Newspapers on Sunday published unattrributed reports that Mr. Yar’Adua had gone into a coma during ongoing medical treatment at King Fahd Hospital in Jeddah, Saudi Arabia. Government officials and spokesmen contacted say they are unsure of the president’s condition.
“I think it’s a bit difficult to say, because the information is coming from different sources, so it is not easy for us to navigate,” says Charles Dokubo, a government advisor and spokesman of the Nigerian Institute for Security Studies, a government think tank. “In this environment, you have to be careful what to say.”
Yar’Adua’s absence comes at a crucial time for Nigeria, a country that has become a major supplier of oil to the United States.
A government amnesty program with rebels in the oil-rich Niger Delta region has stalled, and rebel groups warn that their patience is running out. Nigeria has also come under fire for the growth of radical Islamist groups in the Muslim-dominated north, and the fact that the man who attempted to bomb the Northwest Airlines flight over Detroit was a Nigerian citizen.
While the country’s vice president, Goodluck Jonathan, has begun chairing security council meetings recently, there are still questions about whether Yar’Adua has completed the legal transfer of power to his vice president.
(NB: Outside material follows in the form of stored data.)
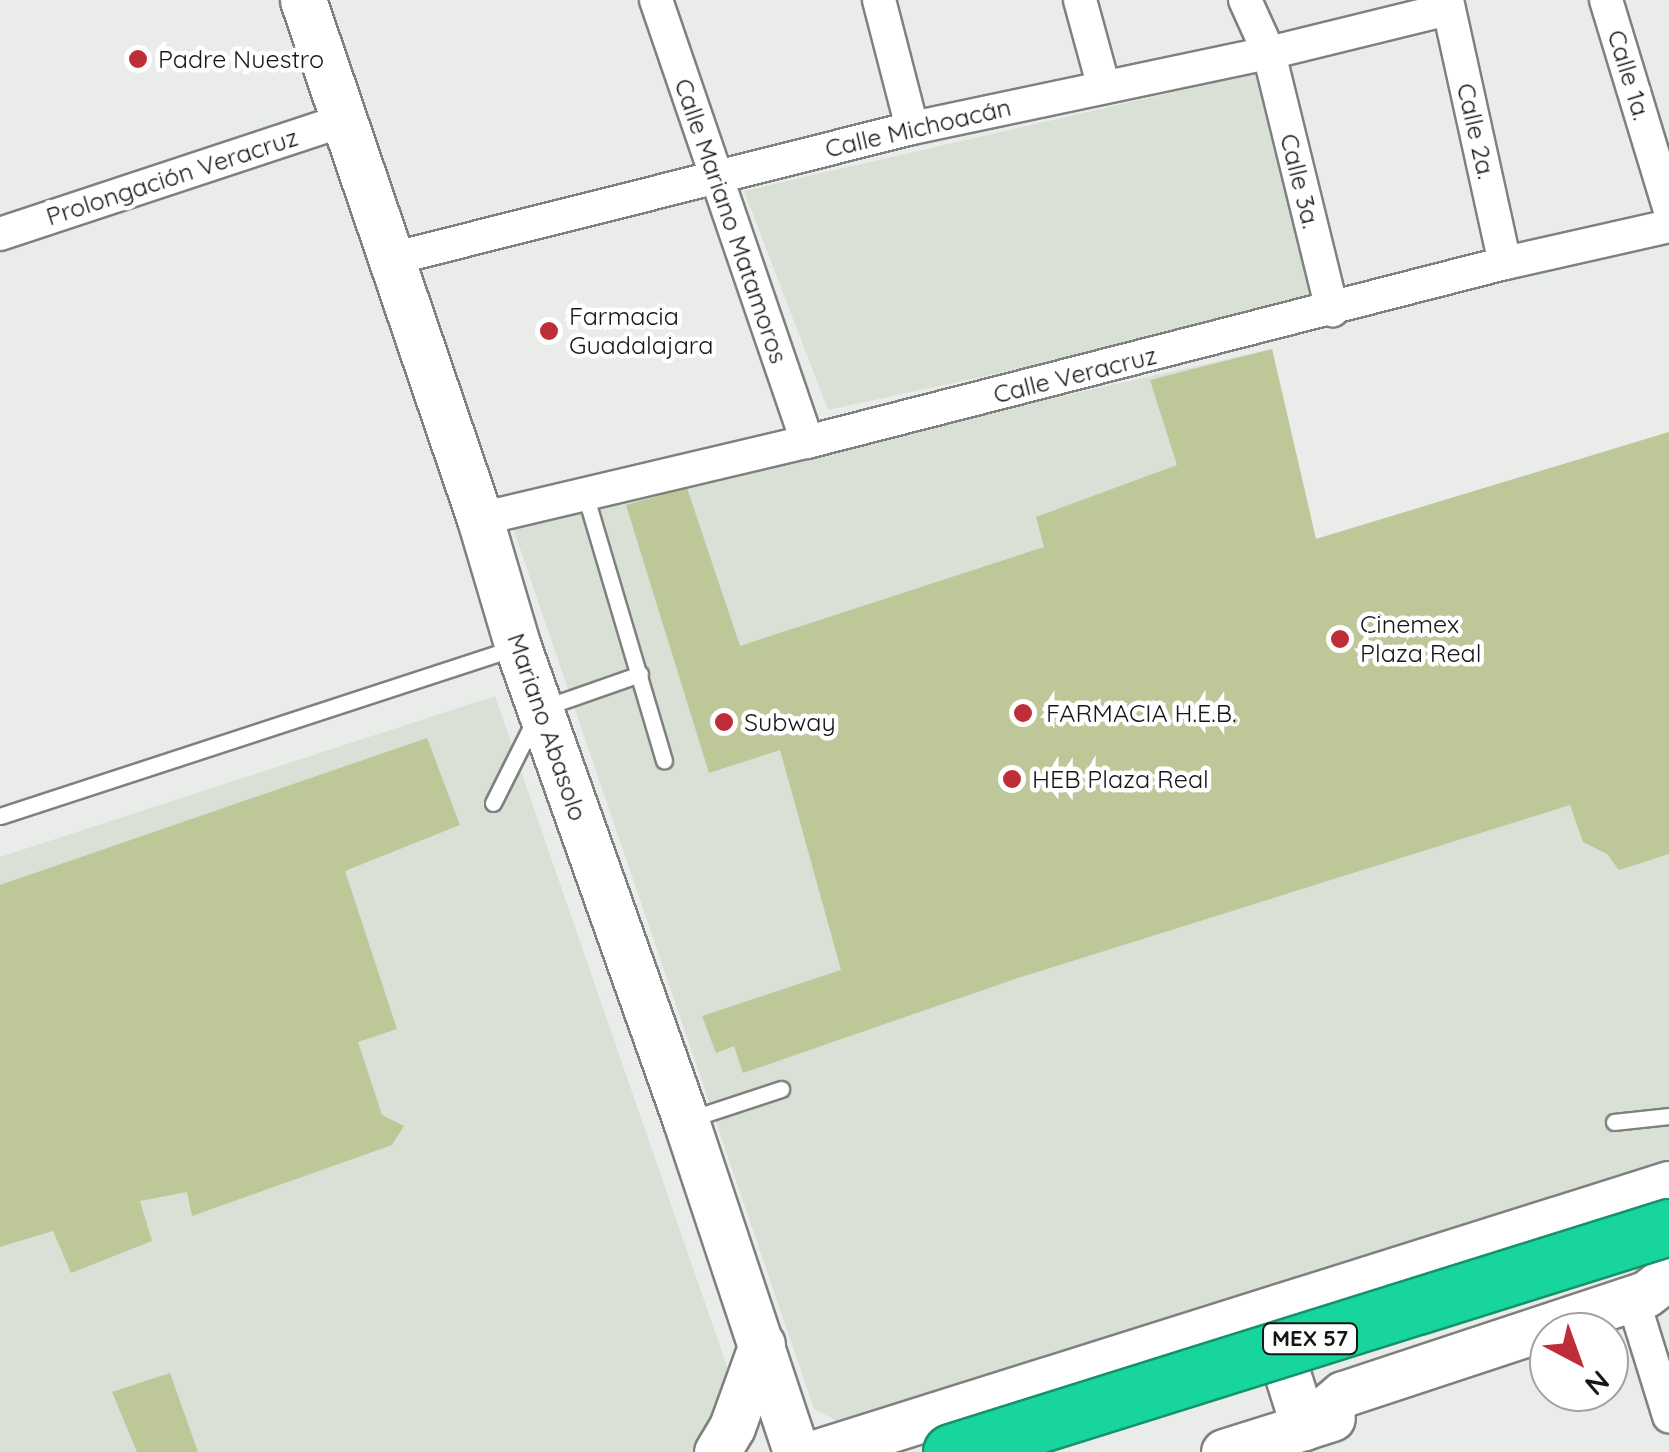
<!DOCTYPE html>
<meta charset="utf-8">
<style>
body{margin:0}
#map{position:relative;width:1669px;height:1452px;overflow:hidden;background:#e9ece9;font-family:Quicksand,sans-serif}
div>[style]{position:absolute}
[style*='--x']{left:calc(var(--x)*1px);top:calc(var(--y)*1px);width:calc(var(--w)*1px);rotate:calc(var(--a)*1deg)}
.built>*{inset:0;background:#d9e1d7}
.building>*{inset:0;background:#bdc798}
.roads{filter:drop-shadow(2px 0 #7e817e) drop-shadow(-2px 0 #7e817e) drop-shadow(0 2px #7e817e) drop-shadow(0 -2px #7e817e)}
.lane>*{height:15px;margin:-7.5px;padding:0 7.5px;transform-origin:7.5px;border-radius:7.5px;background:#fff}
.street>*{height:32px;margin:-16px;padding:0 16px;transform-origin:16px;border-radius:16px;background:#fff}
.secondary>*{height:45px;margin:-22.5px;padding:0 22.5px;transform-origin:22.5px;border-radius:22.5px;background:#fff}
.bridges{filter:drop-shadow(2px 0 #16926d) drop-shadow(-2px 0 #16926d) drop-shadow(0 2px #16926d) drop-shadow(0 -2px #16926d)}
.highway-bridge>*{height:55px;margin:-27.5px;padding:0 27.5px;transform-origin:27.5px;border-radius:27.5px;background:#17d59d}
.dots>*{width:28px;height:28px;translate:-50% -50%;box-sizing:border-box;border:5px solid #fff;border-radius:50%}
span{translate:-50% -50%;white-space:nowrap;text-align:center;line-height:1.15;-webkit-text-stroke:9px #fff;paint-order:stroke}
.shield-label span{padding:2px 8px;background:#fff;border:2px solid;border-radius:8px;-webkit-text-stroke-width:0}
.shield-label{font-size:22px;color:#151615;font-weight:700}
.poi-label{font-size:25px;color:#151615}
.left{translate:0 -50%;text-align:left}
.street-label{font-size:25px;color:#151615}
.north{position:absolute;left:1529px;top:1312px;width:100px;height:100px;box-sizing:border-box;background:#fff;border:2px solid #a1a2a1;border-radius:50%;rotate:139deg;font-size:28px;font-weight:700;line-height:40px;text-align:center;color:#151615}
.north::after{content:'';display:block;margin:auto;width:35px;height:45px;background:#be2e38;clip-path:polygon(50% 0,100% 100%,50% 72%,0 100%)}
</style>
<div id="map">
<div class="built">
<i style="clip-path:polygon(1257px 73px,1314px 305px,828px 410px,744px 191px)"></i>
<i style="clip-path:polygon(1272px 349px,1316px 539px,1669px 432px,1669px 1159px,847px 1426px,814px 1409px,513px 528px,782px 459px)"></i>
<i style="clip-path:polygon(495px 696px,730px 1375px,701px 1452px,0 1452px,0 857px)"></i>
</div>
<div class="building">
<i style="clip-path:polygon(1272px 349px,1316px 539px,1669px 432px,1669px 854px,1619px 870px,1607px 854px,1583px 842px,1570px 805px,1018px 978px,743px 1073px,734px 1046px,716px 1053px,702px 1016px,841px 970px,780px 750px,709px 773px,626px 505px,687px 488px,740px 646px,1044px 547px,1036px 517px,1177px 465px,1150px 380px)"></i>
<i style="clip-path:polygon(427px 738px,460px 825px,345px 871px,397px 1029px,358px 1042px,382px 1115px,404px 1126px,392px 1145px,192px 1216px,187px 1192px,140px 1201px,152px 1241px,71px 1273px,53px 1231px,0 1247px,0 885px)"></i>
<i style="clip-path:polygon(170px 1373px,198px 1452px,137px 1452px,112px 1392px)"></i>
</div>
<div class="roads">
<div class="lane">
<i style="--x:585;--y:494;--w:278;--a:73.5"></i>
<i style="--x:493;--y:803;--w:105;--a:-63.4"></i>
<i style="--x:540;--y:709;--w:106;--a:-19.3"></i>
<i style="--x:0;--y:816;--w:541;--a:-18.1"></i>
<i style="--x:690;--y:1119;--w:96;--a:-18.2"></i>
<i style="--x:1614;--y:1122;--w:55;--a:-6.2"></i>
</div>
<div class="street">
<i style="--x:656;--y:0;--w:467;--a:71.1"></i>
<i style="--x:879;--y:0;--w:132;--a:75.5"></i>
<i style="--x:1080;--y:0;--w:87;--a:74.7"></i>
<i style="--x:1245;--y:0;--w:58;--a:65.6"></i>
<i style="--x:1269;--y:53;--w:265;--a:76.2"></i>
<i style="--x:1447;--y:0;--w:269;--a:77.6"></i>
<i style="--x:1606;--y:0;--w:217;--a:73.1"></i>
<i style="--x:0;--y:234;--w:363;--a:-18.3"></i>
<i style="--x:391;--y:259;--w:537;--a:-14.11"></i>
<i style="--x:912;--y:128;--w:365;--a:-11.9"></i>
<i style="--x:1269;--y:53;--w:184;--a:-13.8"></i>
<i style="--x:480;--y:519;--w:336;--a:-13.3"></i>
<i style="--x:807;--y:442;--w:721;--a:-14.38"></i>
<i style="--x:1505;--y:263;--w:168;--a:-12.7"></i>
<i style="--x:1639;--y:1319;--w:102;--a:72.8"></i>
</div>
<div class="secondary">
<i style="--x:303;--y:0;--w:548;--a:71.17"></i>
<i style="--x:480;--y:519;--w:134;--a:73.5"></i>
<i style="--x:518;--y:647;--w:503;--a:70.48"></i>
<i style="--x:686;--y:1121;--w:349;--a:71.6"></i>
<i style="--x:1304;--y:1427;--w:51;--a:-40.2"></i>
<i style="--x:1343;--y:1394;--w:319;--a:-18.3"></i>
<i style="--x:1646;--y:1294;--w:29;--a:-38"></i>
<i style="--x:1304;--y:1427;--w:77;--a:-107.5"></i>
<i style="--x:1281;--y:1354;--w:10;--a:-66"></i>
<i style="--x:1285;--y:1345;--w:26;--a:-28"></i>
<i style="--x:717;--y:1452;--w:29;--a:-59"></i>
<i style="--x:732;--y:1427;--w:88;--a:-70.1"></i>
<i style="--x:818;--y:1452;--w:892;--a:-17.48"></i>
<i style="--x:1224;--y:1452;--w:113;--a:-17.5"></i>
</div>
</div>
<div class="bridges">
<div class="highway-bridge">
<i style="--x:951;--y:1452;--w:752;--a:-17.4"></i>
</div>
</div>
<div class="dots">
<i style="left:138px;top:59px;background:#be2e38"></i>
<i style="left:549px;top:331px;background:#be2e38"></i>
<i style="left:1340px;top:639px;background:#be2e38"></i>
<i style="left:1023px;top:713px;background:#be2e38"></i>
<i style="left:724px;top:722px;background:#be2e38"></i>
<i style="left:1012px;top:779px;background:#be2e38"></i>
</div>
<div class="shield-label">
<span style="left:1310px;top:1339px">MEX 57</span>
</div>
<div class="poi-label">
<span class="left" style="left:158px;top:59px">Padre Nuestro</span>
<span class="left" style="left:569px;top:331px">Farmacia<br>Guadalajara</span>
<span class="left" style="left:1360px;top:639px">Cinemex<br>Plaza Real</span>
<span class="left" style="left:1046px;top:713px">FARMACIA H.E.B.</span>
<span class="left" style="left:744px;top:722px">Subway</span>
<span class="left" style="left:1032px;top:779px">HEB Plaza Real</span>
</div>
<div class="street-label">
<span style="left:1629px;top:75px;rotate:73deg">Calle 1a.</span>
<span style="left:918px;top:128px;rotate:-13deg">Calle Michoacán</span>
<span style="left:1476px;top:131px;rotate:77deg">Calle 2a.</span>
<span style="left:172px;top:177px;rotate:-18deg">Prolongación Veracruz</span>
<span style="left:1300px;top:181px;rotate:76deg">Calle 3a.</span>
<span style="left:731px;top:221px;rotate:71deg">Calle Mariano Matamoros</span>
<span style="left:1075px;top:375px;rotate:-14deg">Calle Veracruz</span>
<span style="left:547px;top:727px;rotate:71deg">Mariano Abasolo</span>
</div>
<div class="north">N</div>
</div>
In short, these are times that require strong leadership, not a lack thereof.
“The general political temperature is gearing up, and the general willingness of people to settle down is getting worse,” says Richard Moncrieff, head of the Dakar office of the International Crisis Group, a Brussels-based think tank. “Partly this is because of the ongoing problem in the Niger Delta, which constantly reminds people how the federal government is funded [through oil revenues]. Then you have the North, where there are plenty of people who reject the state entirely. So it is a very dangerous context.”
With its oil wealth, Nigeria should rank among the richest oil-producing nations on earth. But rampant corruption has concentrated that wealth into the hands of a very few Nigerians, leaving out impoverished northerners, who increasingly turn to extremist Islamist movements, and also leaving out southerners in the Niger Delta, who have launched a six-year-long war against the state and against oil companies to forcibly take back oil resources for themselves. Transparency International, an anti-corruption group, recently rated Nigeria as one of the most corrupt countries in the world.
While Nigeria has a vigorous free press, the emergence of stories reporting on the president’s health over the weekend marked a major turning point, since many Nigerians refuse to speak about a person’s failing health. Even Femi Falana, who has launched a lawsuit to clarify just who is in charge refuses to speculate publicly about the president’s health. This forces government spokesmen to walk carefully when issuing statements to the media.
“In as much as we do not have a clear idea of what is happening, there are important government decisions which we do not know how they will be worked out,” says Mr. Dokubo. “But Nigeria is a country where the best is yet to come. We will have problems, but we will wobble through.”